Tough Love and Money Fears

My mother just informed that later this week; she will take her name off my account. I guess this is good and bad. I already talked to another bank about setting up an account in my name only after I get my Social Security deposit later this month. Perhaps, the main thing has been her obsession and fear about my account. First, she says, since I have moved, I have spent money “wildly” and she is seriously afraid for her “credit score.” Second, she is upset that I have denied her requests for assisting in “managing my account.” I feel that this assistance would be harmful to me and would be remindful of the unsuccessful times my father tried to teach how to drive! He realized that he was too close to the situation to do me any good and that it might harm our relationship. I have told her that I have been looking for someone to assist me in this endeavor; but, most of my energy has been focused on getting “stabilized” again after some poor “doctoring.” Now, she says this is :TOUGH LOVE!" I contend that tough love is very dangerous to those who have been diagnosed with schizophrenia. Our brains are so fragile and so very sensitive to criticism. My mother has become so obsessed with my bank account; that she will consider that over any other aspects of my well-being; eating, sleeping; hygiene; the state and health of my brain! So, now, she is taking me to the bank; so that she can take her name off my account, and I can be heartily criticized; and experience “TOUGH LOVE!” She always did say that I was “manipulating” her; since, I started getting sick as a child. I have no friends. I have my beloved cat! I have a therapist. I am alone and since I seem to have “hurt” her so very much; I do not have a mother. Since, she is more concerned with herself than anything else; including me, I guess I will remain alone in my schizophrenic misery. I also have manic depression which like the schizophrenia comes and goes and many times; it is all convoluted all at once. Who do I turn to? My beloved feline!

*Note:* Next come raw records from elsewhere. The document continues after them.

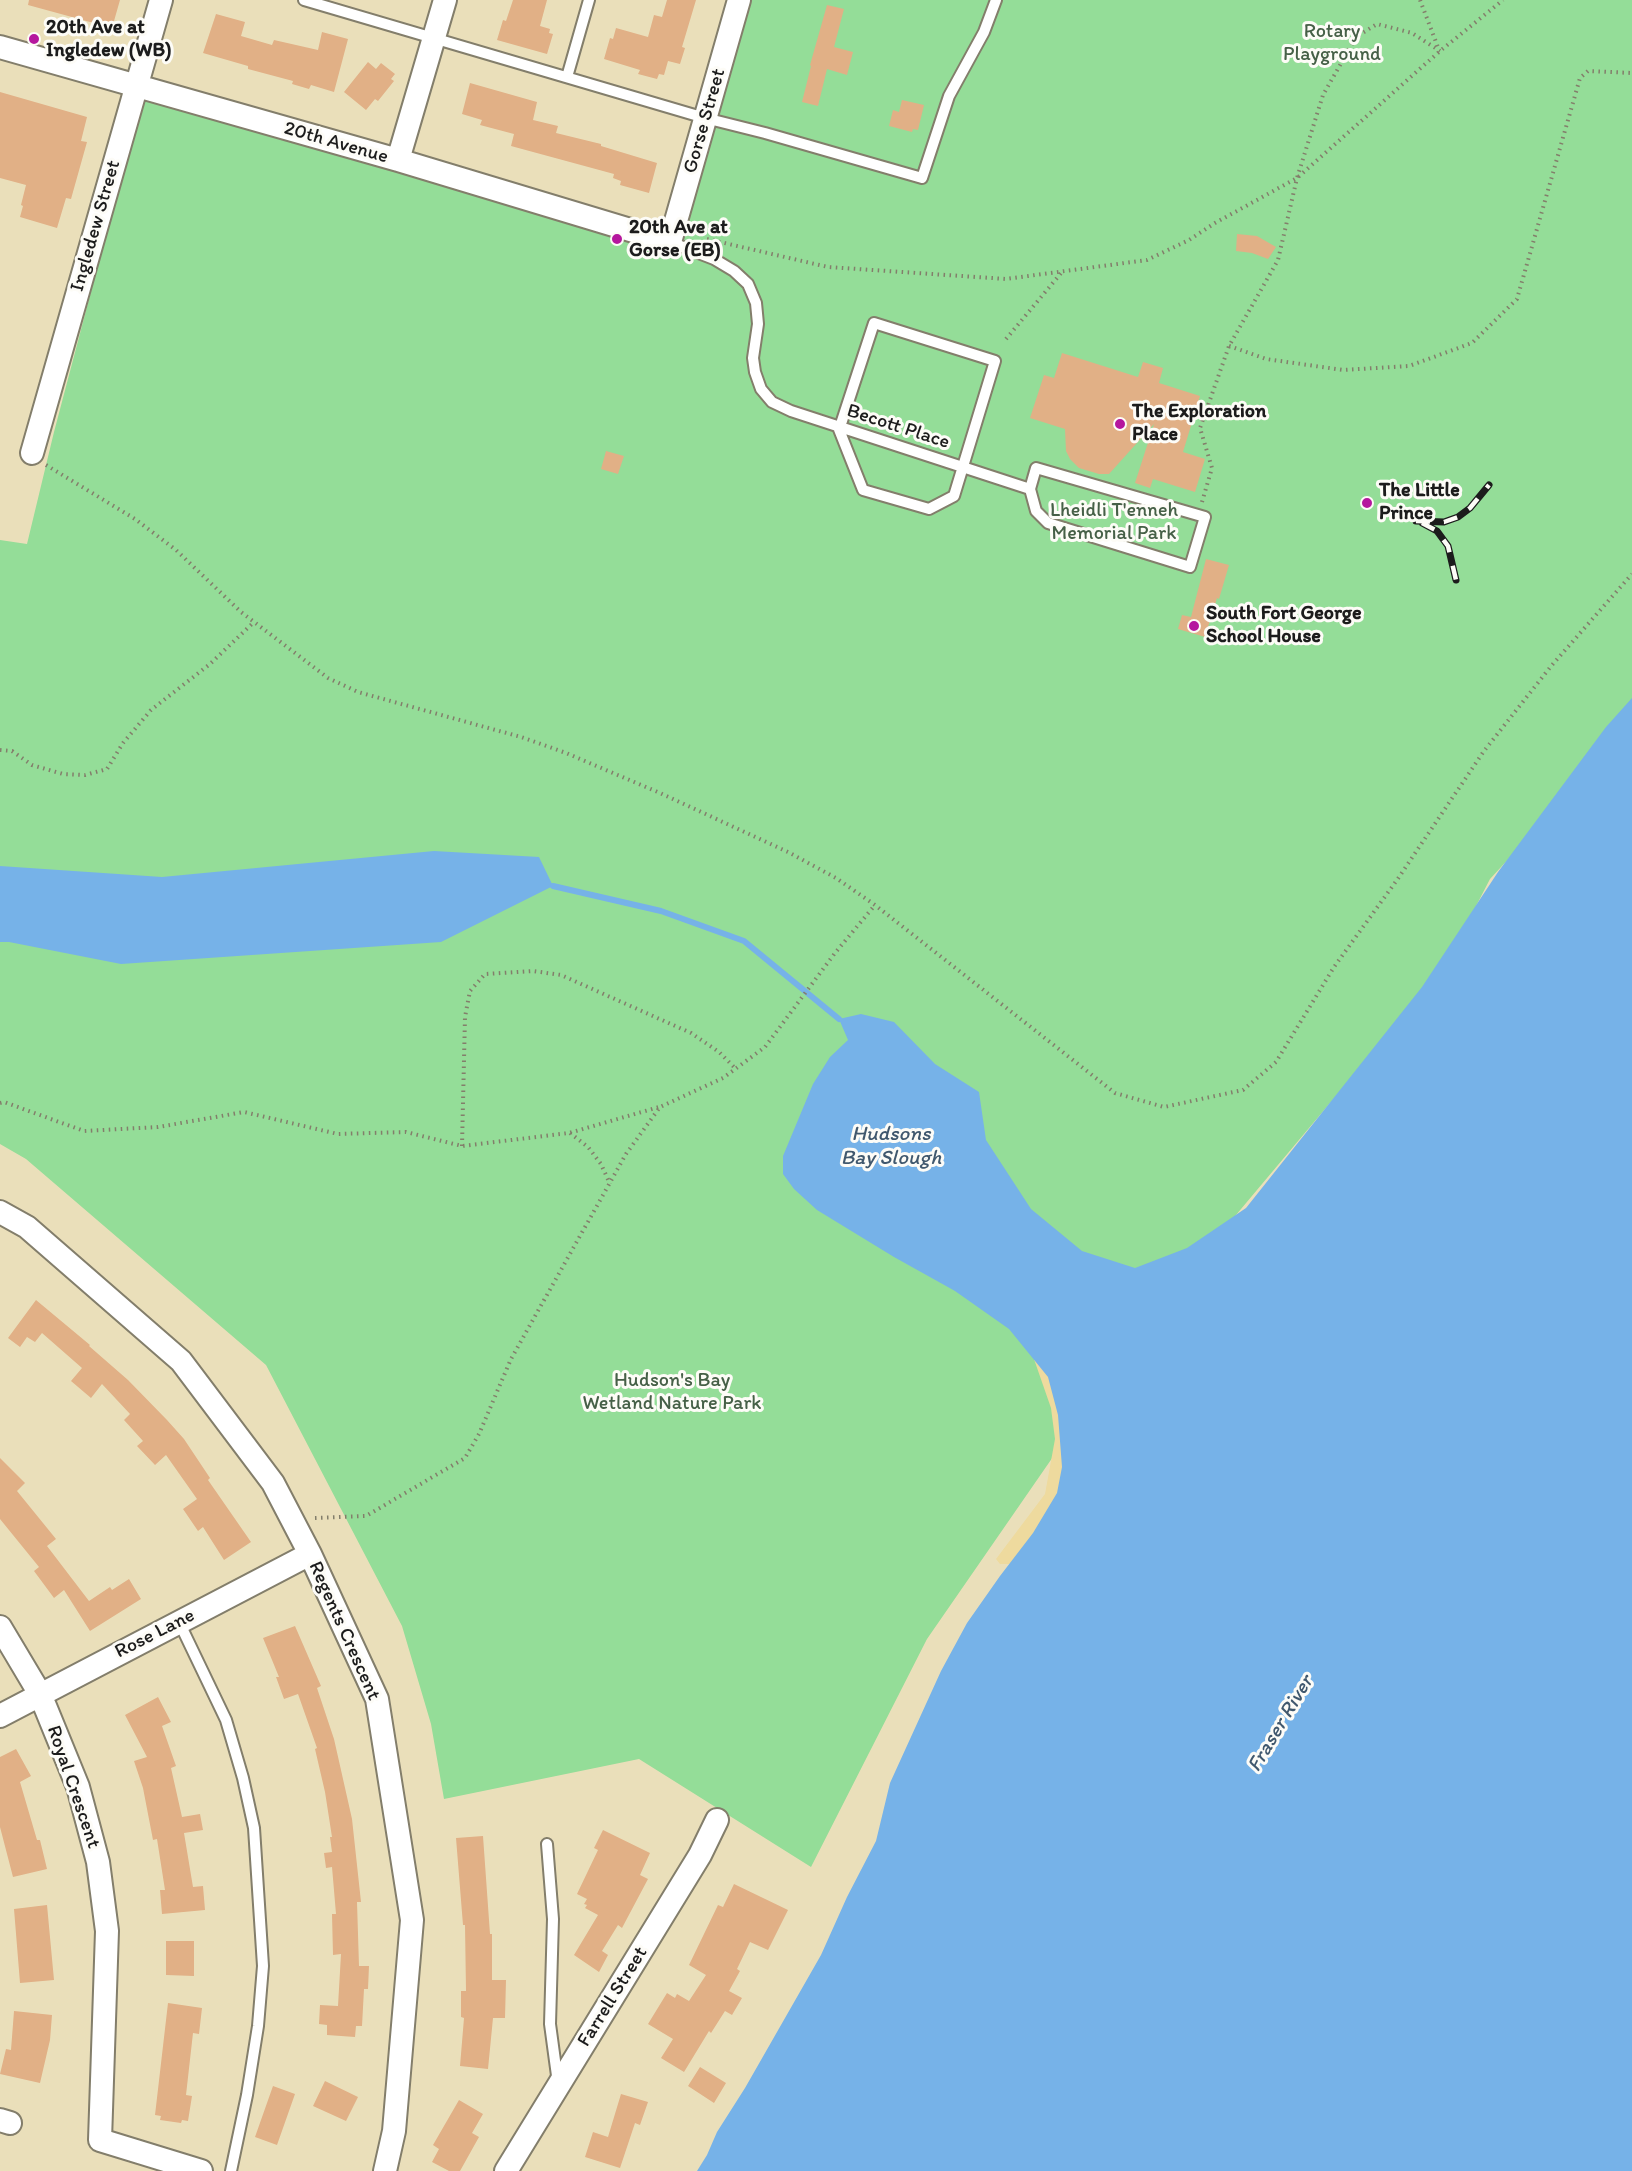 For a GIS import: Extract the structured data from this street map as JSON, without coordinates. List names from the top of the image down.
{
  "streets": {
    "street": [
      "Gorse Street",
      "20th Avenue",
      "Ingledew Street",
      "Regents Crescent",
      "Rose Lane",
      "Royal Crescent",
      "Farrell Street"
    ],
    "lane": ["Becott Place"]
  },
  "crossings": [
    ["Gorse Street", "20th Avenue"],
    ["Gorse Street", "Becott Place"],
    ["20th Avenue", "Ingledew Street"],
    ["20th Avenue", "Becott Place"],
    ["Regents Crescent", "Rose Lane"],
    ["Rose Lane", "Royal Crescent"]
  ],
  "water": ["Hudsons Bay Slough", "Fraser River"],
  "parks": ["Rotary Playground", "Lheidli T'enneh Memorial Park", "Hudson's Bay Wetland Nature Park"],
  "places": [
    "20th Ave at Ingledew (WB)",
    "20th Ave at Gorse (EB)",
    "The Exploration Place",
    "The Little Prince",
    "South Fort George School House"
  ]
} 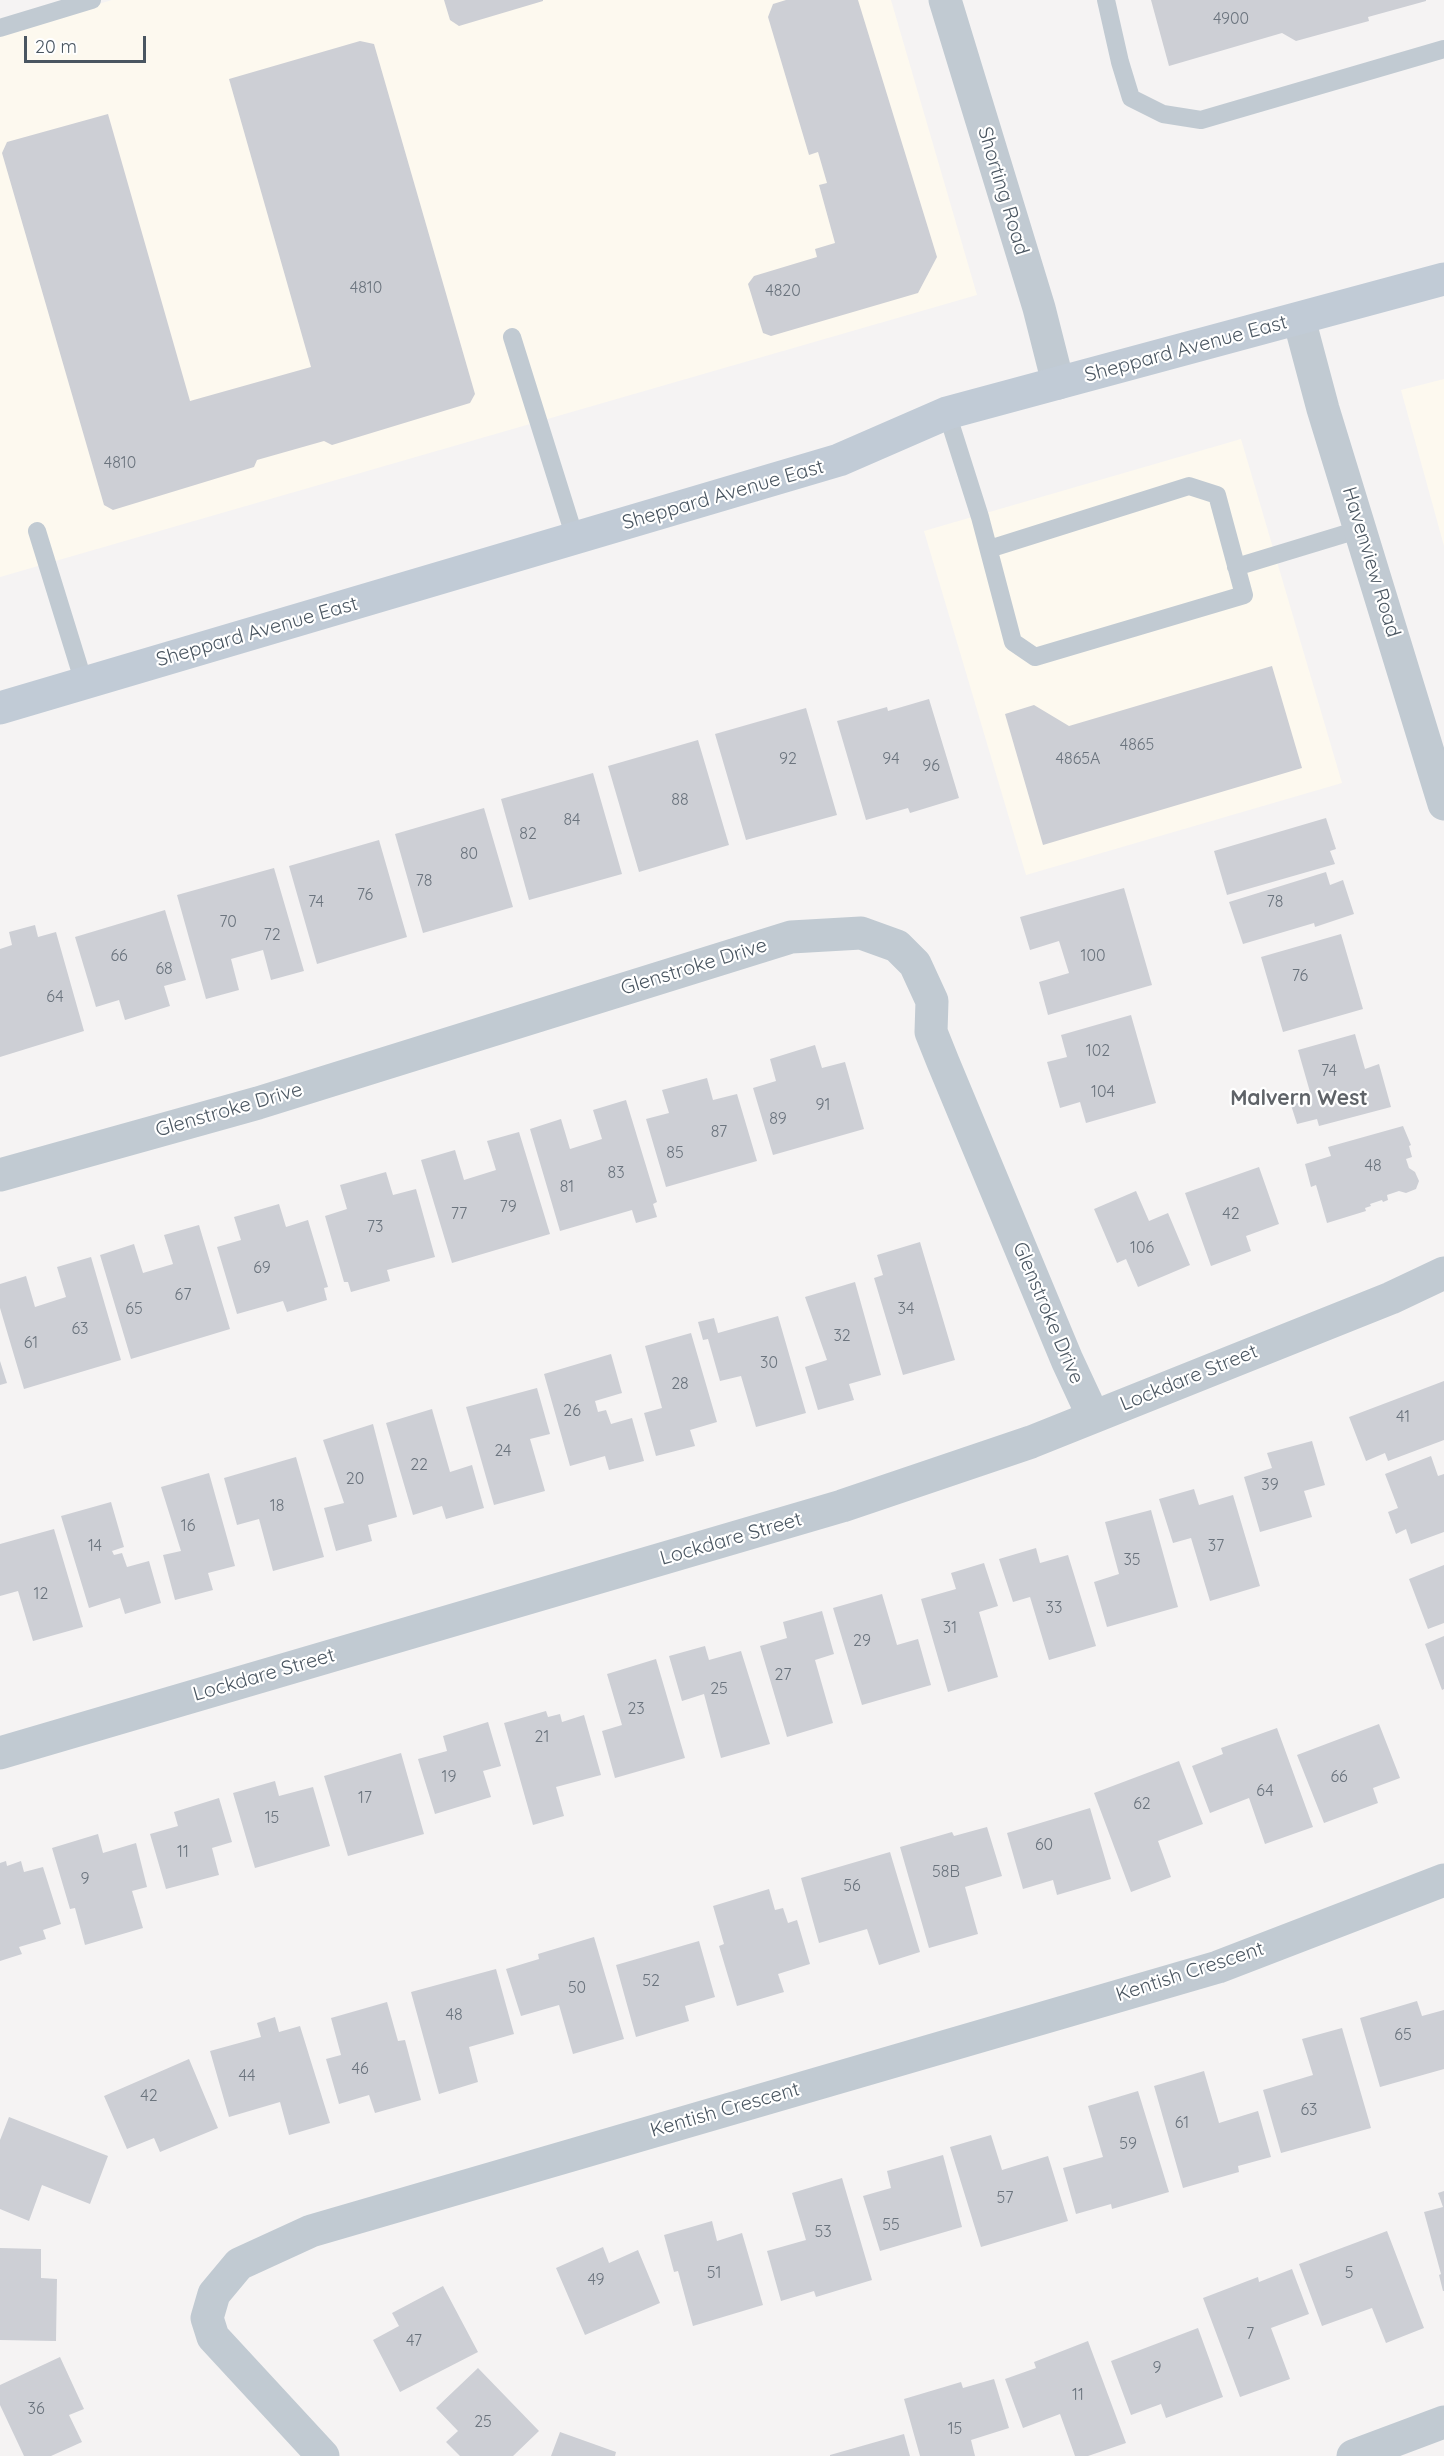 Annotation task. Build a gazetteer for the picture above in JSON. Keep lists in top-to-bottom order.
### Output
{
  "streets": {
    "main road": ["Sheppard Avenue East"],
    "street": [
      "Shorting Road",
      "Havenview Road",
      "Glenstroke Drive",
      "Lockdare Street",
      "Kentish Crescent"
    ]
  },
  "crossings": [
    ["Shorting Road", "Sheppard Avenue East"],
    ["Sheppard Avenue East", "Havenview Road"],
    ["Glenstroke Drive", "Lockdare Street"]
  ],
  "districts": ["Malvern West"],
  "house_numbers": [
    "4900",
    "4810",
    "4820",
    "4810",
    "4865",
    "92",
    "94",
    "4865A",
    "96",
    "88",
    "84",
    "82",
    "80",
    "78",
    "76",
    "74",
    "78",
    "70",
    "72",
    "66",
    "100",
    "68",
    "76",
    "64",
    "102",
    "74",
    "104",
    "91",
    "89",
    "87",
    "85",
    "48",
    "83",
    "81",
    "79",
    "77",
    "42",
    "73",
    "106",
    "69",
    "67",
    "65",
    "34",
    "63",
    "32",
    "61",
    "30",
    "28",
    "26",
    "41",
    "24",
    "22",
    "20",
    "39",
    "18",
    "16",
    "14",
    "37",
    "35",
    "12",
    "33",
    "31",
    "29",
    "27",
    "25",
    "23",
    "21",
    "19",
    "66",
    "64",
    "17",
    "62",
    "15",
    "60",
    "11",
    "58B",
    "9",
    "56",
    "52",
    "50",
    "48",
    "65",
    "46",
    "44",
    "42",
    "63",
    "61",
    "59",
    "57",
    "55",
    "53",
    "51",
    "5",
    "49",
    "7",
    "47",
    "9",
    "11",
    "36",
    "25",
    "15"
  ],
  "scale_bar": "20 m"
} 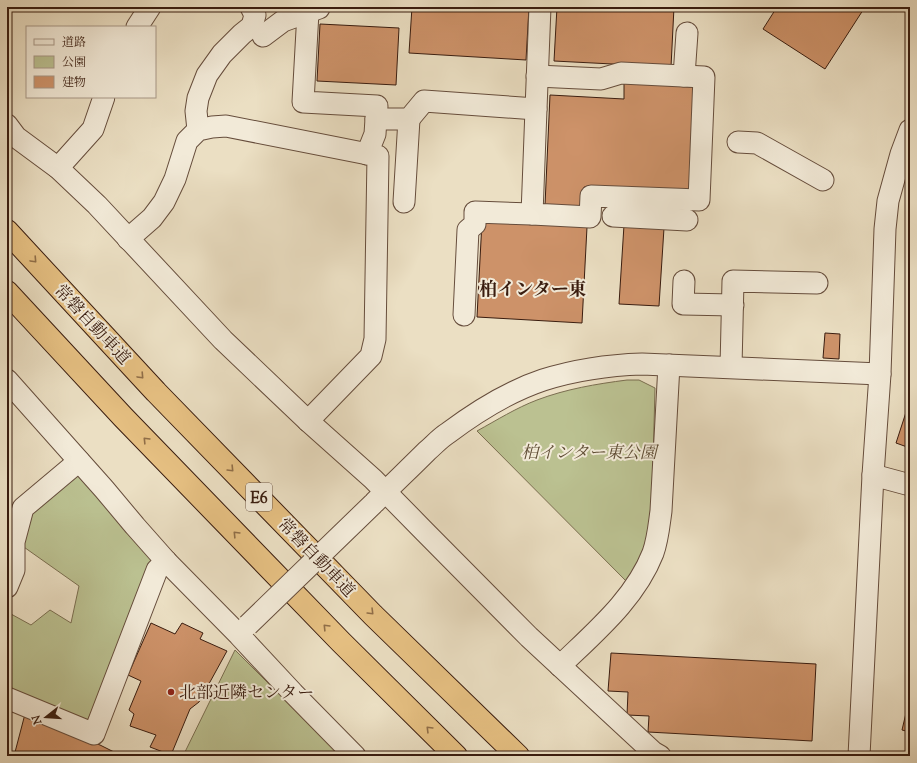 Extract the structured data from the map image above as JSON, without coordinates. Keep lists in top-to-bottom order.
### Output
{
  "streets": {
    "highway": ["常磐自動車道", "E6"]
  },
  "districts": ["柏インター東"],
  "parks": ["柏インター東公園"],
  "places": ["北部近隣センター"],
  "legend": ["道路", "公園", "建物"],
  "north": "left"
}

Welcome, hopefully this site will make you feel less alone and give you support like it has for many other people. I like having my own money and my own bank account. Banking is not really that hard or complicated. I do online banking. It is very simple and I can view the balance in my account and see where I’m spending all my money with a few clicks. There is a $14.00 fee each month but to me the convenience is worth paying the $14.00. Yeah, tough love is a bad idea for us.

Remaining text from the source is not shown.